Here is the task for the records below: repeat exactly the lines from the one with "height:21px; margin:-10.5px; padding:0" to the one with "position:absolute; left:2379px; top:860px;", both included, and nothing else.

Stored data entries
▬▬▬▬▬▬▬▬▬▬

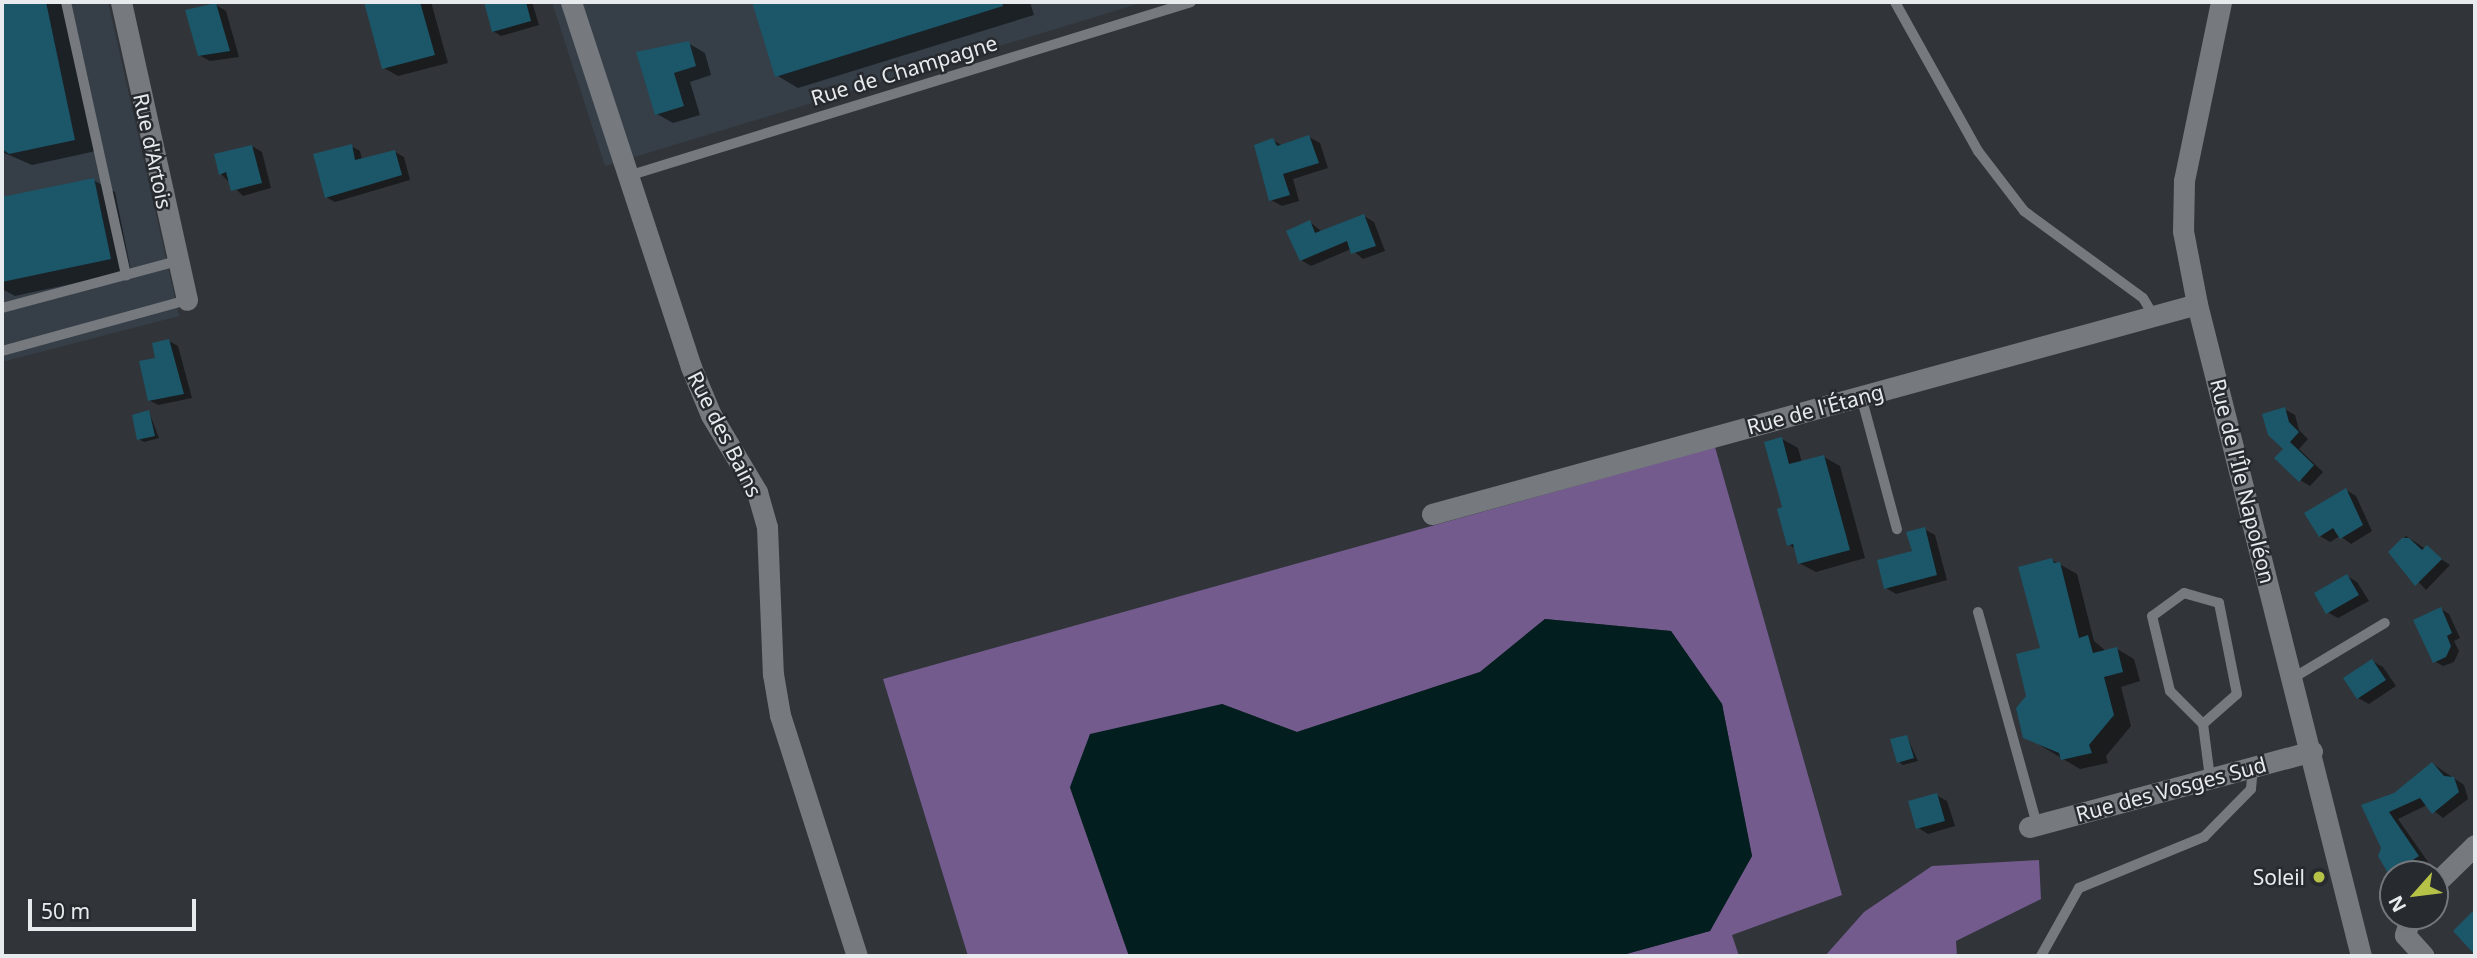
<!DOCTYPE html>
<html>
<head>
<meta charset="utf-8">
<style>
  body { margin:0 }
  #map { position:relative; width:2477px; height:958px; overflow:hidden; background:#313539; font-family:"Noto Sans",sans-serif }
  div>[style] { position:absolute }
  .built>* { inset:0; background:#363f48 }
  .forest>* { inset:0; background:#735b8e }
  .water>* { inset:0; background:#031e1f }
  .shadow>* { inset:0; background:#0007 }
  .building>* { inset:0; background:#1b5669 }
  .service>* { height:10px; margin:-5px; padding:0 5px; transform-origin:5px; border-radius:5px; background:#767a7f }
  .minor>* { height:21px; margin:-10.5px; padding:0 10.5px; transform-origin:10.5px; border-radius:10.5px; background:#767a7f }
  .dots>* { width:19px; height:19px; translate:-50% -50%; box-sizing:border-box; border:4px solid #272a2f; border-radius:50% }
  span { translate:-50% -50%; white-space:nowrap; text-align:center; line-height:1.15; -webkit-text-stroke:5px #272a2f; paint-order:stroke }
  .street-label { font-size:21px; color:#e8ebed }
  .poi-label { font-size:21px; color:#e8ebed }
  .right { translate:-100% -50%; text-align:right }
  .frame { position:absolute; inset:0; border:4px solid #e8ebed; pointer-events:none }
  .north { position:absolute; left:2379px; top:860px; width:70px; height:70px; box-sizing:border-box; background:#272a2f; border:2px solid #74777b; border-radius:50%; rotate:242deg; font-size:19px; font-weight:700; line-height:28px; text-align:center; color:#e8ebed }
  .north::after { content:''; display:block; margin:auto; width:24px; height:32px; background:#b6c148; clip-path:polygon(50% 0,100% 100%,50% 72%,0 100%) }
  .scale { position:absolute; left:28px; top:899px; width:168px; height:32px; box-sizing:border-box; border:4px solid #e8ebed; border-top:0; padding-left:9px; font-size:21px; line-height:24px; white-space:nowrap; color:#e8ebed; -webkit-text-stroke:5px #272a2f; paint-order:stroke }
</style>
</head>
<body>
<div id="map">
  <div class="built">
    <div style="clip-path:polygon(2px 2px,108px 2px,179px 316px,2px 362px)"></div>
    <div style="clip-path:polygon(552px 2px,1144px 2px,605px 166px)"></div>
  </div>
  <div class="forest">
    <div style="clip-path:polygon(1715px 447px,1842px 895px,1732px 935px,1739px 956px,1619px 956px,1710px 931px,1752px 856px,1722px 704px,1671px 631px,1545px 619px,1480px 672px,1297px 732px,1222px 704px,1070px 788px,1129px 956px,968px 956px,883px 679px)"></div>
    <div style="clip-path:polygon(2039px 860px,2041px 899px,1956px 941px,1957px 956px,1825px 956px,1864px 912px,1932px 866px)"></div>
  </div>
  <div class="water">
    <div style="clip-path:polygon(1545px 619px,1671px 631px,1722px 704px,1752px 856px,1710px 931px,1619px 956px,1129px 956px,1070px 787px,1090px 734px,1222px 704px,1297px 732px,1480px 672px)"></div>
  </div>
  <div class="shadow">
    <div style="clip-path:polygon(2px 2px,65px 2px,96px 151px,32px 165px,2px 152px)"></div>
    <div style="clip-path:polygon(366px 2px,431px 2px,448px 63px,398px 76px,384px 68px)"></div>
    <div style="clip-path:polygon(485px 2px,532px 2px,539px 25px,501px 36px,493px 31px)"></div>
    <div style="clip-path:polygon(753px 2px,1030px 2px,1034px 15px,798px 88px,776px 75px)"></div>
    <div style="clip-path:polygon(216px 5px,226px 11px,239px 57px,210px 61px,199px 55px)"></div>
    <div style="clip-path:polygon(688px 43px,705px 53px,711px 75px,690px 82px,700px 115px,673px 123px,657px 114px,638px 54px)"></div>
    <div style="clip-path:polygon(1309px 137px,1320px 143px,1328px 168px,1293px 179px,1299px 201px,1282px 206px,1271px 200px,1273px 140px,1283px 146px)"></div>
    <div style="clip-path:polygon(252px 146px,262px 152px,271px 188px,243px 196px,220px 173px)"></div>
    <div style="clip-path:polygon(351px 146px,360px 151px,362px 160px,395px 152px,404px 157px,410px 180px,335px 202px,326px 197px)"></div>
    <div style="clip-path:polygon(93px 180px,115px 192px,131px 271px,15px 296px,2px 289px,2px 199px)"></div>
    <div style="clip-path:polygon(1364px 216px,1374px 222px,1385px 251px,1363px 259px,1351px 249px,1311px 266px,1301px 260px,1310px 222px,1322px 232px)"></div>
    <div style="clip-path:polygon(169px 341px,178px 346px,192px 398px,158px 405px,149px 400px,157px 360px)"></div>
    <div style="clip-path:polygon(2284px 409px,2295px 415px,2299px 430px,2308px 439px,2299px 449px,2323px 472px,2310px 486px,2300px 480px,2285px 449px)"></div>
    <div style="clip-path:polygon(149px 412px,159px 438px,144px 442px,139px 439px)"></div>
    <div style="clip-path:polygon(1782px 439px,1798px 448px,1802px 463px,1824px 457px,1840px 466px,1865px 558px,1816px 572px,1799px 563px,1796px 549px,1788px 544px)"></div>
    <div style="clip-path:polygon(2346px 490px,2356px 496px,2372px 531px,2351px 544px,2340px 536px,2330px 542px,2320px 536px)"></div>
    <div style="clip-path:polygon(1924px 529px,1935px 535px,1947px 580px,1896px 594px,1886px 588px,1914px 553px)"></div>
    <div style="clip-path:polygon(2406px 536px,2450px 565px,2426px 590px,2391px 552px)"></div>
    <div style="clip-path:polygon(2052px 560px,2077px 574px,2094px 641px,2106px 651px,2117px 649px,2134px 659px,2140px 681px,2121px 687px,2131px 726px,2106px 756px,2108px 763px,2080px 769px,2026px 737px,2028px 697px,2042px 649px)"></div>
    <div style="clip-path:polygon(2347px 576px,2357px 582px,2369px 601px,2338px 618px,2327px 612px)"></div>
    <div style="clip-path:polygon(2441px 609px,2449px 614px,2460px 638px,2454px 641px,2459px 651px,2454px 662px,2443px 666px,2434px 661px)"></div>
    <div style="clip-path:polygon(2372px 661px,2383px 667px,2396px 686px,2369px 704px,2358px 698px)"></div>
    <div style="clip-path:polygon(1907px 737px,1918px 761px,1903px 765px,1899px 762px)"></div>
    <div style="clip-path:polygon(2433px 764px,2464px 785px,2468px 799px,2443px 818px,2427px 805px,2398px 819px,2428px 862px,2410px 874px,2393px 875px,2364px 806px,2395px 794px)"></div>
    <div style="clip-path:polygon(1936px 795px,1947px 801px,1955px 826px,1928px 834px,1917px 827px)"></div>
  </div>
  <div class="building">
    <div style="clip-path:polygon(2px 2px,46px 2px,75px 140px,9px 154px,2px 149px)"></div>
    <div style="clip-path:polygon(364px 2px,420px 2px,435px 55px,382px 69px)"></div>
    <div style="clip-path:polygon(484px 2px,526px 2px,531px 21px,492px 32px)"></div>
    <div style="clip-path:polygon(752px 2px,1002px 2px,1003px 6px,775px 77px)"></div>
    <div style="clip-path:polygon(216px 3px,230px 51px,198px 56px,185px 10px)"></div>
    <div style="clip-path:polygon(689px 41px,696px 66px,674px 73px,684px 106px,655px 115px,636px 52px)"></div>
    <div style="clip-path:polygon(1309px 135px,1319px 163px,1283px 174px,1290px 195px,1269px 201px,1254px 145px,1273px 138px,1277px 146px)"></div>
    <div style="clip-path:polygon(352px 144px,355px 160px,395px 150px,402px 175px,325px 198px,313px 154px)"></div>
    <div style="clip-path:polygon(252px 145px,262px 183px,231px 191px,226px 172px,219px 175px,214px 154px)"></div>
    <div style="clip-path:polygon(94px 178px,111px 259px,2px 282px,2px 197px)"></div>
    <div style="clip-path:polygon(1364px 214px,1376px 246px,1351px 254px,1347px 241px,1300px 261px,1286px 231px,1310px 220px,1315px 233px)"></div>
    <div style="clip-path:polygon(169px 339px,184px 394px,148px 401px,139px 361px,155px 358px,152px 343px)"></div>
    <div style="clip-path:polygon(2285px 407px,2289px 422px,2299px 432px,2290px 442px,2314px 465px,2299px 482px,2274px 458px,2283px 449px,2268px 435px,2262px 414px)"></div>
    <div style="clip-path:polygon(149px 410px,155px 436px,137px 440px,132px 415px)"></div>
    <div style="clip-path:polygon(1782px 437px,1789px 464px,1824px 455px,1850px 550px,1798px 564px,1793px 544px,1787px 546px,1777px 509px,1782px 507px,1764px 442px)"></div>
    <div style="clip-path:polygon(2346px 488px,2363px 525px,2340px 539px,2333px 528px,2319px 537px,2304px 513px)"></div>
    <div style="clip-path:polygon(1925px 527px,1937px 575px,1884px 589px,1877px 560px,1912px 551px,1906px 532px)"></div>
    <div style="clip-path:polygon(2402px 538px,2409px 538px,2422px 550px,2427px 545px,2442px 559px,2415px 586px,2388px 552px)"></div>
    <div style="clip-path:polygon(2052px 558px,2054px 563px,2060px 562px,2079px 638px,2088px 635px,2093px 653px,2117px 647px,2123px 672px,2104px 677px,2114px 715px,2089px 745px,2092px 753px,2061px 760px,2059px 753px,2023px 738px,2016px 708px,2026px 696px,2016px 654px,2040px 648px,2018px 567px)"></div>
    <div style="clip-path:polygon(2347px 574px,2359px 595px,2326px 614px,2314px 593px)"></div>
    <div style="clip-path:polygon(2441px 607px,2452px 633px,2447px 636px,2451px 646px,2446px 657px,2433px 663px,2413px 620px)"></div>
    <div style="clip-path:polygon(2372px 659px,2386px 680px,2357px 699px,2343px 678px)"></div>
    <div style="clip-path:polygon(1907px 735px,1914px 758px,1897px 763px,1890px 739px)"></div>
    <div style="clip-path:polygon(2432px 762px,2444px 776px,2454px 777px,2459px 792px,2432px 814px,2420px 798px,2389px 812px,2419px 856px,2389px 875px,2378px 856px,2381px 848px,2361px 805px,2394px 793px)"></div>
    <div style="clip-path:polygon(1937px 793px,1945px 821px,1916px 829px,1908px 801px)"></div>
    <div style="clip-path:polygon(2475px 909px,2475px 955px,2453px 931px)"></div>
  </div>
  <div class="service">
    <div style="left:66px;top:2px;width:280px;rotate:77.6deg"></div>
    <div style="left:1895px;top:2px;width:171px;rotate:60.9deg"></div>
    <div style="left:1978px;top:151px;width:76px;rotate:52.5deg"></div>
    <div style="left:2024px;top:211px;width:147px;rotate:36.2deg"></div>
    <div style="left:2143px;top:298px;width:21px;rotate:59deg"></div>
    <div style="left:628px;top:176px;width:589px;rotate:-17.17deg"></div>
    <div style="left:2px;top:308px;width:181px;rotate:-15deg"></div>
    <div style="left:2px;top:351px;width:192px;rotate:-15.4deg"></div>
    <div style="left:1861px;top:396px;width:138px;rotate:74.9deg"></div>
    <div style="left:1978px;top:612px;width:221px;rotate:74.5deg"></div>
    <div style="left:2293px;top:678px;width:107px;rotate:-30.9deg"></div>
    <div style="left:2203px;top:724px;width:45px;rotate:-41.4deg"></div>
    <div style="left:2237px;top:694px;width:93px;rotate:-101.2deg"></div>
    <div style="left:2219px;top:603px;width:36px;rotate:-164deg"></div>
    <div style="left:2184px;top:593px;width:39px;rotate:144deg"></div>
    <div style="left:2152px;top:616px;width:77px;rotate:76.5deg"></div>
    <div style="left:2170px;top:691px;width:47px;rotate:45deg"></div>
    <div style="left:2203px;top:724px;width:54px;rotate:82.6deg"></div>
    <div style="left:2041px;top:956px;width:78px;rotate:-60.8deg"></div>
    <div style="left:2079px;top:888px;width:135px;rotate:-22.2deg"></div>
    <div style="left:2204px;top:837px;width:67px;rotate:-45.6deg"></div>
    <div style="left:2251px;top:789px;width:22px;rotate:-85deg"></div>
  </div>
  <div class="minor">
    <div style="left:121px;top:2px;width:305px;rotate:77.5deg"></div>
    <div style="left:571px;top:2px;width:384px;rotate:71.8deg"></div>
    <div style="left:691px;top:367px;width:52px;rotate:67.4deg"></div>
    <div style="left:711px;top:415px;width:90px;rotate:59.1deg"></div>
    <div style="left:757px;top:492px;width:36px;rotate:74deg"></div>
    <div style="left:767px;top:527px;width:147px;rotate:87.7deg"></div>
    <div style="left:773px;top:674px;width:42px;rotate:80.3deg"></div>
    <div style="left:780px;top:715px;width:253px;rotate:72.3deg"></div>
    <div style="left:2221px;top:2px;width:182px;rotate:101.7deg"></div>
    <div style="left:2184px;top:180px;width:51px;rotate:91.1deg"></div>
    <div style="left:2183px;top:231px;width:74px;rotate:79.1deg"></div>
    <div style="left:2197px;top:304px;width:672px;rotate:75.88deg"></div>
    <div style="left:1432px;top:514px;width:793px;rotate:-15.35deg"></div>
    <div style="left:2029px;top:827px;width:293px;rotate:-15deg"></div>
    <div style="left:2435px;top:884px;width:56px;rotate:-44.3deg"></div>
    <div style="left:2411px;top:916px;width:20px;rotate:108deg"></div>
    <div style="left:2405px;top:935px;width:28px;rotate:48deg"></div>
  </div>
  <div class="dots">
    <div style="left:2319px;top:877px;background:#b6c148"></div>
  </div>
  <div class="street-label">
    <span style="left:904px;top:70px;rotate:-17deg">Rue de Champagne</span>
    <span style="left:153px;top:151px;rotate:78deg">Rue d'Artois</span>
    <span style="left:1815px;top:409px;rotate:-15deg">Rue de l'Étang</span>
    <span style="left:725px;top:434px;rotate:63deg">Rue des Bains</span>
    <span style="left:2243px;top:481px;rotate:76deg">Rue de l'Île Napoléon</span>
    <span style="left:2171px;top:789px;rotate:-15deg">Rue des Vosges Sud</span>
  </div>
  <div class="poi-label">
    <span class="right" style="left:2305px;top:877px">Soleil</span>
  </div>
  <div class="frame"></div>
  <div class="north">N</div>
  <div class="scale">50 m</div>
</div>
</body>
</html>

▬▬▬▬▬▬▬▬▬▬

**Response:**
  .minor>* { height:21px; margin:-10.5px; padding:0 10.5px; transform-origin:10.5px; border-radius:10.5px; background:#767a7f }
  .dots>* { width:19px; height:19px; translate:-50% -50%; box-sizing:border-box; border:4px solid #272a2f; border-radius:50% }
  span { translate:-50% -50%; white-space:nowrap; text-align:center; line-height:1.15; -webkit-text-stroke:5px #272a2f; paint-order:stroke }
  .street-label { font-size:21px; color:#e8ebed }
  .poi-label { font-size:21px; color:#e8ebed }
  .right { translate:-100% -50%; text-align:right }
  .frame { position:absolute; inset:0; border:4px solid #e8ebed; pointer-events:none }
  .north { position:absolute; left:2379px; top:860px; width:70px; height:70px; box-sizing:border-box; background:#272a2f; border:2px solid #74777b; border-radius:50%; rotate:242deg; font-size:19px; font-weight:700; line-height:28px; text-align:center; color:#e8ebed }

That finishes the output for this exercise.